#### WHAT TO DO:
Beneath this task are records; print exactly the stretch of them from the line with "0 #beb6ac) drop-shadow(-2px" through the line with "0 9px,#979797 0", both ends included.

#### DATA FOR THIS EXERCISE:
== == ==
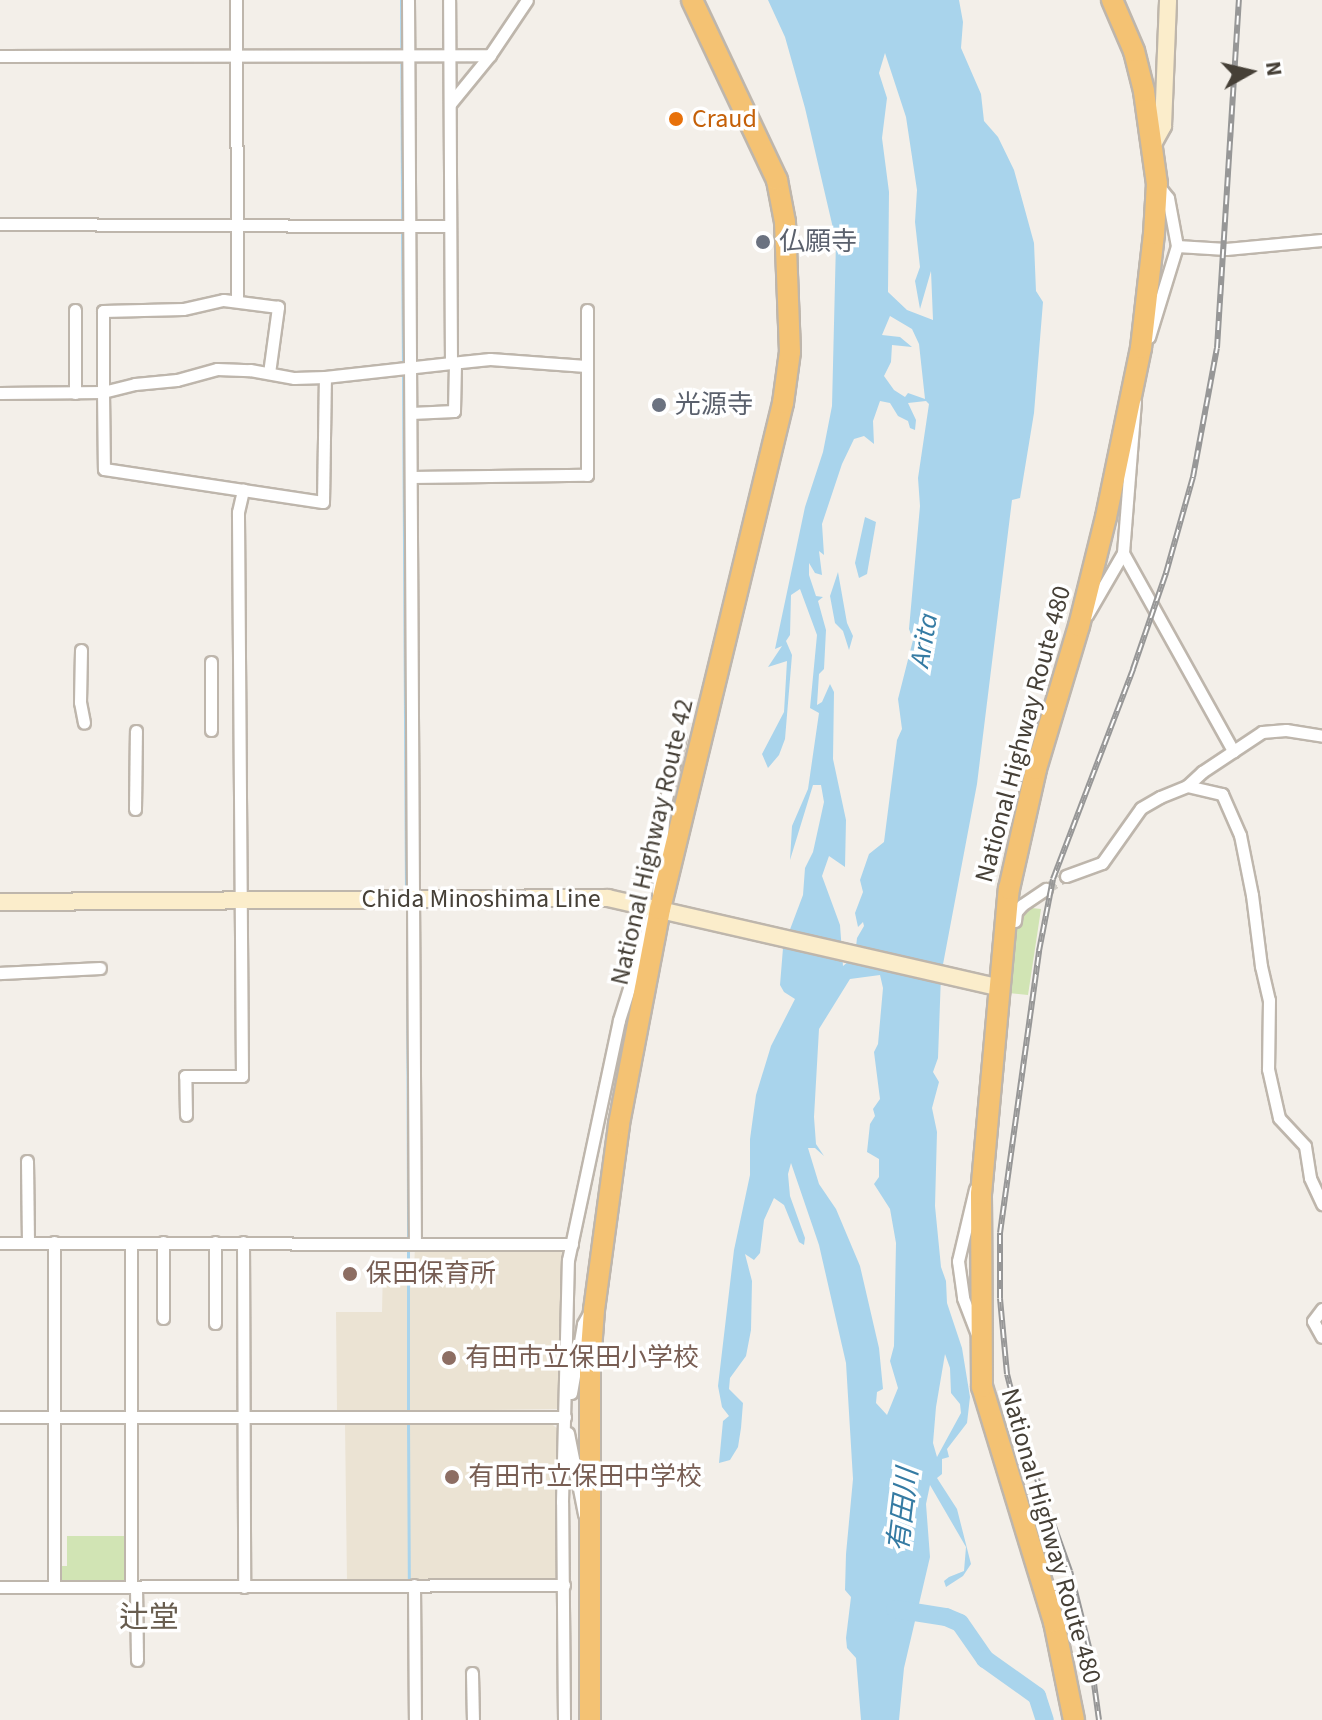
<!DOCTYPE html>
<meta charset="utf-8">
<style>
body{margin:0}
#map{position:relative;width:1322px;height:1720px;overflow:hidden;background:#f3efe9;font-family:"Source Sans 3","Noto Sans JP",sans-serif}
div>[style]{position:absolute}
[style*='--x']{left:calc(var(--x)*1px);top:calc(var(--y)*1px);width:calc(var(--w)*1px);rotate:calc(var(--a)*1deg)}
.education>*{inset:0;background:#ebe3d3}
.green>*{inset:0;background:#d1e4b4}
.water>*{inset:0;background:#a9d4ec}
.stream>*{height:3px;margin:-1.5px;padding:0 1.5px;transform-origin:1.5px;border-radius:1.5px;background:#a9d4ec}
.river>*{height:18px;margin:-9px;padding:0 9px;transform-origin:9px;border-radius:9px;background:#a9d4ec}
.street-tunnel>*{height:11px;margin-top:-5.5px;transform-origin:0;background:repeating-linear-gradient(90deg,#d0ccc5 0 11px,transparent 0 16.5px)}
.roads{filter:drop-shadow(2px 0 #beb6ac) drop-shadow(-2px 0 #beb6ac) drop-shadow(0 2px #beb6ac) drop-shadow(0 -2px #beb6ac)}
.street>*{height:11px;margin:-5.5px;padding:0 5.5px;transform-origin:5.5px;border-radius:5.5px;background:#fff}
.secondary>*{height:16px;margin:-8px;padding:0 8px;transform-origin:8px;border-radius:8px;background:#fbedcb}
.highway>*{height:20px;margin:-10px;padding:0 10px;transform-origin:10px;border-radius:10px;background:#f4c273}
.rail>*{height:6px;margin-top:-3px;transform-origin:0;background:repeating-linear-gradient(90deg,#fff 0 9px,#979797 0 18px);box-sizing:border-box;border-block:2px solid #979797}
.dots>*{width:22px;height:22px;translate:-50% -50%;box-sizing:border-box;border:4px solid #fff;border-radius:50%}
span{translate:-50% -50%;white-space:nowrap;text-align:center;line-height:1.15;-webkit-text-stroke:7px #fff;paint-order:stroke}
.food-label{font-size:26px;color:#c56008}
.left{translate:0 -50%;text-align:left}
.worship-label{font-size:26px;color:#5b616d}
.street-label{font-size:26px;color:#464037}
.education-label{font-size:26px;color:#785e54}
.water-label{font-size:28px;color:#357ba3;font-style:italic}
.quarter-label{font-size:30px;color:#685d4f}
.north{position:absolute;left:1210px;top:32px;width:80px;height:80px;-webkit-text-stroke:6px #fff;paint-order:stroke;rotate:82deg;font-size:22px;font-weight:700;line-height:32px;text-align:center;color:#464037}
.north::after{content:'';display:block;margin:auto;width:28px;height:36px;background:#464037;clip-path:polygon(50% 0,100% 100%,50% 72%,0 100%)}
</style>
<div id="map">
<div class="education">
<i style="clip-path:polygon(415px 1248px,562px 1248px,558px 1409px,337px 1412px,336px 1312px,382px 1312px,383px 1268px,414px 1267px)"></i>
<i style="clip-path:polygon(549px 1422px,558px 1429px,559px 1582px,347px 1582px,345px 1423px)"></i>
</div>
<div class="green">
<i style="clip-path:polygon(1032px 908px,1041px 909px,1028px 995px,1009px 993px,1017px 926px,1022px 912px)"></i>
<i style="clip-path:polygon(67px 1536px,129px 1536px,127px 1584px,59px 1583px,59px 1566px,67px 1566px)"></i>
</div>
<div class="water">
<i style="clip-path:polygon(evenodd,768px 0,959px 0,963px 22px,961px 48px,981px 94px,984px 121px,998px 137px,1014px 170px,1034px 243px,1036px 291px,1043px 302px,1034px 413px,1020px 498px,1012px 500px,977px 784px,941px 975px,938px 1058px,933px 1072px,939px 1082px,932px 1108px,937px 1132px,935px 1206px,941px 1267px,946px 1281px,947px 1303px,962px 1348px,970px 1397px,967px 1423px,947px 1449px,949px 1457px,942px 1459px,942px 1474px,937px 1478px,957px 1509px,971px 1564px,963px 1576px,946px 1587px,944px 1581px,949px 1577px,964px 1571px,966px 1547px,930px 1485px,926px 1504px,930px 1557px,904px 1668px,899px 1720px,861px 1720px,856px 1658px,847px 1648px,846px 1638px,851px 1597px,845px 1590px,846px 1554px,853px 1479px,846px 1363px,819px 1245px,791px 1163px,788px 1174px,790px 1196px,805px 1238px,804px 1245px,799px 1242px,784px 1205px,774px 1198px,764px 1220px,760px 1253px,754px 1260px,745px 1254px,752px 1281px,751px 1330px,746px 1356px,730px 1378px,729px 1389px,743px 1403px,741px 1428px,738px 1447px,730px 1460px,719px 1463px,723px 1421px,729px 1416px,722px 1407px,718px 1386px,734px 1250px,750px 1175px,750px 1139px,756px 1095px,771px 1046px,795px 999px,784px 992px,780px 985px,783px 948px,803px 895px,805px 868px,813px 852px,824px 802px,821px 785px,813px 785px,790px 860px,792px 826px,808px 789px,819px 713px,810px 708px,817px 635px,800px 589px,791px 595px,790px 635px,786px 641px,792px 655px,785px 739px,779px 755px,768px 768px,762px 754px,784px 712px,787px 661px,768px 667px,782px 646px,775px 649px,805px 507px,823px 452px,832px 406px,836px 241px,805px 108px,785px 37px,768px 0,885px 53px,906px 117px,917px 190px,915px 222px,920px 267px,915px 281px,920px 309px,931px 271px,933px 320px,907px 310px,888px 292px,889px 192px,882px 138px,887px 98px,879px 73px,885px 53px,768px 0,890px 316px,912px 329px,919px 344px,925px 399px,908px 393px,905px 397px,894px 390px,884px 376px,891px 362px,892px 345px,912px 347px,900px 337px,882px 335px,890px 316px,768px 0,880px 401px,890px 403px,898px 416px,908px 421px,910px 428px,915px 430px,916px 420px,908px 403px,926px 401px,929px 404px,918px 478px,920px 506px,909px 629px,913px 640px,898px 699px,902px 729px,897px 740px,884px 842px,869px 854px,860px 880px,863px 892px,855px 913px,858px 927px,863px 922px,864px 926px,857px 938px,855px 956px,843px 966px,840px 925px,822px 876px,829px 856px,845px 867px,846px 820px,833px 759px,834px 692px,830px 684px,822px 702px,817px 705px,819px 674px,824px 669px,826px 630px,818px 601px,823px 597px,816px 596px,809px 575px,809px 563px,815px 573px,822px 575px,819px 551px,824px 555px,822px 524px,842px 464px,854px 439px,864px 436px,874px 444px,873px 421px,880px 401px,768px 0,880px 975px,883px 988px,878px 1044px,874px 1052px,880px 1099px,873px 1109px,875px 1116px,870px 1124px,867px 1152px,879px 1159px,879px 1177px,874px 1184px,890px 1209px,896px 1243px,894px 1346px,890px 1361px,898px 1388px,887px 1415px,876px 1403px,877px 1392px,883px 1389px,879px 1348px,860px 1266px,836px 1209px,819px 1184px,808px 1148px,815px 1148px,824px 1156px,816px 1144px,814px 1117px,819px 1029px,850px 979px,880px 975px,768px 0,945px 1354px,950px 1368px,951px 1393px,960px 1404px,961px 1413px,937px 1457px,933px 1443px,936px 1407px,945px 1354px)"></i>
<i style="clip-path:polygon(865px 517px,876px 522px,867px 574px,859px 578px,855px 563px)"></i>
<i style="clip-path:polygon(838px 572px,847px 623px,853px 636px,849px 650px,843px 631px,835px 623px,830px 596px)"></i>
</div>
<div class="stream">
<i style="--x:401;--y:0;--w:221;--a:89.7"></i>
<i style="--x:402;--y:229;--w:136;--a:89.6"></i>
<i style="--x:403;--y:373;--w:516;--a:89.67"></i>
<i style="--x:407;--y:924;--w:316;--a:89.8"></i>
<i style="--x:408;--y:1248;--w:164;--a:90"></i>
<i style="--x:408;--y:1420;--w:164;--a:89.7"></i>
<i style="--x:409;--y:1672;--w:48;--a:90"></i>
</div>
<div class="river">
<i style="--x:895;--y:1609;--w:52;--a:8.9"></i>
<i style="--x:946;--y:1617;--w:15;--a:23"></i>
<i style="--x:960;--y:1623;--w:44;--a:55.2"></i>
<i style="--x:985;--y:1659;--w:64;--a:35.4"></i>
<i style="--x:1037;--y:1696;--w:25;--a:72"></i>
</div>
<div class="street-tunnel">
<i style="--x:1046;--y:889;--w:24;--a:-33"></i>
</div>
<div class="roads">
<div class="street">
<i style="--x:236;--y:0;--w:301;--a:89.8"></i>
<i style="--x:408;--y:0;--w:1242;--a:89.68"></i>
<i style="--x:0;--y:56;--w:490;--a:-0.1"></i>
<i style="--x:490;--y:55;--w:66;--a:-56.1"></i>
<i style="--x:450;--y:104;--w:63;--a:-50.8"></i>
<i style="--x:0;--y:224;--w:450;--a:0.3"></i>
<i style="--x:1177;--y:246;--w:49;--a:3.5"></i>
<i style="--x:1226;--y:249;--w:96;--a:-5.4"></i>
<i style="--x:75;--y:310;--w:83;--a:90"></i>
<i style="--x:1149;--y:337;--w:95;--a:-72.9"></i>
<i style="--x:1177;--y:246;--w:49;--a:-100.6"></i>
<i style="--x:1168;--y:198;--w:18;--a:-128"></i>
<i style="--x:451;--y:363;--w:39;--a:-6"></i>
<i style="--x:490;--y:359;--w:96;--a:4.2"></i>
<i style="--x:269;--y:373;--w:67;--a:-82.2"></i>
<i style="--x:278;--y:307;--w:55;--a:-172.7"></i>
<i style="--x:223;--y:300;--w:41;--a:167.3"></i>
<i style="--x:183;--y:309;--w:80;--a:178.6"></i>
<i style="--x:103;--y:311;--w:81;--a:90"></i>
<i style="--x:103;--y:392;--w:33;--a:-14"></i>
<i style="--x:135;--y:384;--w:42;--a:-5.4"></i>
<i style="--x:177;--y:380;--w:41;--a:-15.4"></i>
<i style="--x:217;--y:369;--w:33;--a:2"></i>
<i style="--x:250;--y:370;--w:45;--a:10.3"></i>
<i style="--x:294;--y:378;--w:31;--a:-2"></i>
<i style="--x:0;--y:393;--w:103;--a:-0.6"></i>
<i style="--x:103;--y:392;--w:77;--a:89.3"></i>
<i style="--x:104;--y:469;--w:221;--a:8.6"></i>
<i style="--x:323;--y:502;--w:125;--a:-89.1"></i>
<i style="--x:325;--y:377;--w:127;--a:-6.3"></i>
<i style="--x:451;--y:363;--w:363;--a:-90.3"></i>
<i style="--x:411;--y:413;--w:43;--a:-2.7"></i>
<i style="--x:454;--y:411;--w:48;--a:-88.8"></i>
<i style="--x:411;--y:477;--w:176;--a:-0.7"></i>
<i style="--x:587;--y:475;--w:165;--a:-90"></i>
<i style="--x:1123;--y:553;--w:227;--a:60.9"></i>
<i style="--x:1087;--y:615;--w:72;--a:-59.9"></i>
<i style="--x:1123;--y:553;--w:151;--a:-85.5"></i>
<i style="--x:81;--y:650;--w:52;--a:91.1"></i>
<i style="--x:80;--y:702;--w:21;--a:79"></i>
<i style="--x:211;--y:662;--w:68;--a:90"></i>
<i style="--x:1187;--y:786;--w:21;--a:-43"></i>
<i style="--x:1202;--y:772;--w:72;--a:-33.7"></i>
<i style="--x:1262;--y:732;--w:24;--a:-5"></i>
<i style="--x:1286;--y:730;--w:36;--a:9"></i>
<i style="--x:135;--y:809;--w:78;--a:-89.3"></i>
<i style="--x:1066;--y:876;--w:38;--a:-20"></i>
<i style="--x:1102;--y:863;--w:67;--a:-54.7"></i>
<i style="--x:1141;--y:808;--w:22;--a:-30"></i>
<i style="--x:1160;--y:797;--w:29;--a:-22"></i>
<i style="--x:1187;--y:786;--w:36;--a:13"></i>
<i style="--x:1222;--y:794;--w:45;--a:66.3"></i>
<i style="--x:1240;--y:835;--w:61;--a:78.7"></i>
<i style="--x:1252;--y:895;--w:72;--a:82.8"></i>
<i style="--x:1261;--y:966;--w:35;--a:77"></i>
<i style="--x:1269;--y:1000;--w:69;--a:90.8"></i>
<i style="--x:1268;--y:1069;--w:50;--a:77.3"></i>
<i style="--x:1279;--y:1118;--w:38;--a:47"></i>
<i style="--x:1305;--y:1146;--w:32;--a:81"></i>
<i style="--x:1310;--y:1178;--w:29;--a:65"></i>
<i style="--x:658;--y:893;--w:85;--a:-86"></i>
<i style="--x:664;--y:808;--w:74;--a:-77.5"></i>
<i style="--x:1015;--y:921;--w:9;--a:-84"></i>
<i style="--x:1016;--y:912;--w:9;--a:-49"></i>
<i style="--x:1022;--y:905;--w:29;--a:-34"></i>
<i style="--x:0;--y:973;--w:100;--a:-2.9"></i>
<i style="--x:186;--y:1115;--w:39;--a:-91"></i>
<i style="--x:185;--y:1076;--w:57;--a:0"></i>
<i style="--x:242;--y:1076;--w:564;--a:-90.41"></i>
<i style="--x:238;--y:512;--w:23;--a:-77"></i>
<i style="--x:27;--y:1161;--w:81;--a:89.3"></i>
<i style="--x:975;--y:1189;--w:74;--a:103.3"></i>
<i style="--x:958;--y:1261;--w:37;--a:82"></i>
<i style="--x:963;--y:1298;--w:40;--a:69"></i>
<i style="--x:215;--y:1242;--w:81;--a:90"></i>
<i style="--x:243;--y:1242;--w:345;--a:89.8"></i>
<i style="--x:0;--y:1243;--w:572;--a:0.1"></i>
<i style="--x:131;--y:1243;--w:344;--a:90"></i>
<i style="--x:1322;--y:1309;--w:15;--a:127"></i>
<i style="--x:1313;--y:1321;--w:18;--a:61"></i>
<i style="--x:163;--y:1318;--w:76;--a:-90"></i>
<i style="--x:571;--y:1393;--w:70;--a:-80.1"></i>
<i style="--x:583;--y:1324;--w:13;--a:-61"></i>
<i style="--x:0;--y:1417;--w:565;--a:0"></i>
<i style="--x:568;--y:1433;--w:83;--a:78.8"></i>
<i style="--x:414;--y:1585;--w:135;--a:89.6"></i>
<i style="--x:0;--y:1587;--w:564;--a:-0.2"></i>
<i style="--x:54;--y:1587;--w:345;--a:-90"></i>
<i style="--x:136;--y:1587;--w:73;--a:89.2"></i>
<i style="--x:472;--y:1673;--w:47;--a:88.8"></i>
<i style="--x:564;--y:1720;--w:218;--a:-90.5"></i>
<i style="--x:562;--y:1502;--w:242;--a:-88.6"></i>
<i style="--x:568;--y:1260;--w:245;--a:-78"></i>
<i style="--x:619;--y:1020;--w:113;--a:-72.5"></i>
</div>
<div class="secondary">
<i style="--x:1153;--y:144;--w:21;--a:-61"></i>
<i style="--x:1163;--y:126;--w:126;--a:-87.7"></i>
<i style="--x:0;--y:902;--w:608;--a:-0.38"></i>
<i style="--x:608;--y:898;--w:402;--a:12.9"></i>
</div>
<div class="highway">
<i style="--x:590;--y:1720;--w:356;--a:-90"></i>
<i style="--x:590;--y:1364;--w:54;--a:-85.8"></i>
<i style="--x:594;--y:1310;--w:188;--a:-82.3"></i>
<i style="--x:619;--y:1124;--w:219;--a:-79.2"></i>
<i style="--x:660;--y:909;--w:521;--a:-76.34"></i>
<i style="--x:783;--y:403;--w:51;--a:-82.2"></i>
<i style="--x:790;--y:352;--w:130;--a:-92.2"></i>
<i style="--x:785;--y:222;--w:43;--a:-100.8"></i>
<i style="--x:777;--y:180;--w:199;--a:-115.3"></i>
<i style="--x:1074;--y:1720;--w:100;--a:-101.5"></i>
<i style="--x:1054;--y:1622;--w:246;--a:-107"></i>
<i style="--x:982;--y:1387;--w:193;--a:-90.3"></i>
<i style="--x:981;--y:1194;--w:306;--a:-84.8"></i>
<i style="--x:1009;--y:889;--w:123;--a:-77.3"></i>
<i style="--x:1036;--y:769;--w:149;--a:-73.3"></i>
<i style="--x:1079;--y:626;--w:112;--a:-76.1"></i>
<i style="--x:1106;--y:517;--w:173;--a:-78.3"></i>
<i style="--x:1141;--y:348;--w:115;--a:-83.5"></i>
<i style="--x:1154;--y:234;--w:50;--a:-86.6"></i>
<i style="--x:1157;--y:184;--w:94;--a:-98"></i>
<i style="--x:1144;--y:91;--w:41;--a:-104"></i>
<i style="--x:1134;--y:51;--w:56;--a:-113.3"></i>
</div>
</div>
<div class="rail">
<i style="--x:1099;--y:1720;--w:74;--a:-97.8"></i>
<i style="--x:1089;--y:1647;--w:78;--a:-104"></i>
<i style="--x:1070;--y:1571;--w:134;--a:-109.7"></i>
<i style="--x:1025;--y:1445;--w:73;--a:-104.2"></i>
<i style="--x:1007;--y:1374;--w:76;--a:-95.3"></i>
<i style="--x:1000;--y:1298;--w:65;--a:-90"></i>
<i style="--x:1000;--y:1233;--w:285;--a:-82.1"></i>
<i style="--x:1039;--y:951;--w:73;--a:-79"></i>
<i style="--x:1053;--y:879;--w:225;--a:-69.1"></i>
<i style="--x:1133;--y:669;--w:102;--a:-71"></i>
<i style="--x:1166;--y:573;--w:100;--a:-74.3"></i>
<i style="--x:1193;--y:477;--w:131;--a:-79.5"></i>
<i style="--x:1217;--y:348;--w:349;--a:-86.4"></i>
</div>
<div class="dots">
<i style="left:676px;top:119px;background:#e8710a"></i>
<i style="left:763px;top:242px;background:#6b7280"></i>
<i style="left:659px;top:405px;background:#6b7280"></i>
<i style="left:350px;top:1274px;background:#8d6e63"></i>
<i style="left:449px;top:1358px;background:#8d6e63"></i>
<i style="left:452px;top:1477px;background:#8d6e63"></i>
</div>
<div class="food-label">
<span class="left" style="left:692px;top:119px">Craud</span>
</div>
<div class="worship-label">
<span class="left" style="left:779px;top:242px">仏願寺</span>
<span class="left" style="left:675px;top:405px">光源寺</span>
</div>
<div class="street-label">
<span style="left:1023px;top:734px;rotate:-75deg">National Highway Route 480</span>
<span style="left:652px;top:842px;rotate:-77deg">National Highway Route 42</span>
<span style="left:481px;top:899px">Chida Minoshima Line</span>
<span style="left:1051px;top:1536px;rotate:74deg">National Highway Route 480</span>
</div>
<div class="education-label">
<span class="left" style="left:366px;top:1274px">保田保育所</span>
<span class="left" style="left:465px;top:1358px">有田市立保田小学校</span>
<span class="left" style="left:468px;top:1477px">有田市立保田中学校</span>
</div>
<div class="water-label">
<span style="left:924px;top:640px;rotate:-80deg">Arita</span>
<span style="left:903px;top:1510px;rotate:-83deg">有田川</span>
</div>
<div class="quarter-label">
<span style="left:149px;top:1618px">辻堂</span>
</div>
<div class="north">N</div>
</div>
== == ==
#### RESPONSE TO THE TASK:
.roads{filter:drop-shadow(2px 0 #beb6ac) drop-shadow(-2px 0 #beb6ac) drop-shadow(0 2px #beb6ac) drop-shadow(0 -2px #beb6ac)}
.street>*{height:11px;margin:-5.5px;padding:0 5.5px;transform-origin:5.5px;border-radius:5.5px;background:#fff}
.secondary>*{height:16px;margin:-8px;padding:0 8px;transform-origin:8px;border-radius:8px;background:#fbedcb}
.highway>*{height:20px;margin:-10px;padding:0 10px;transform-origin:10px;border-radius:10px;background:#f4c273}
.rail>*{height:6px;margin-top:-3px;transform-origin:0;background:repeating-linear-gradient(90deg,#fff 0 9px,#979797 0 18px);box-sizing:border-box;border-block:2px solid #979797}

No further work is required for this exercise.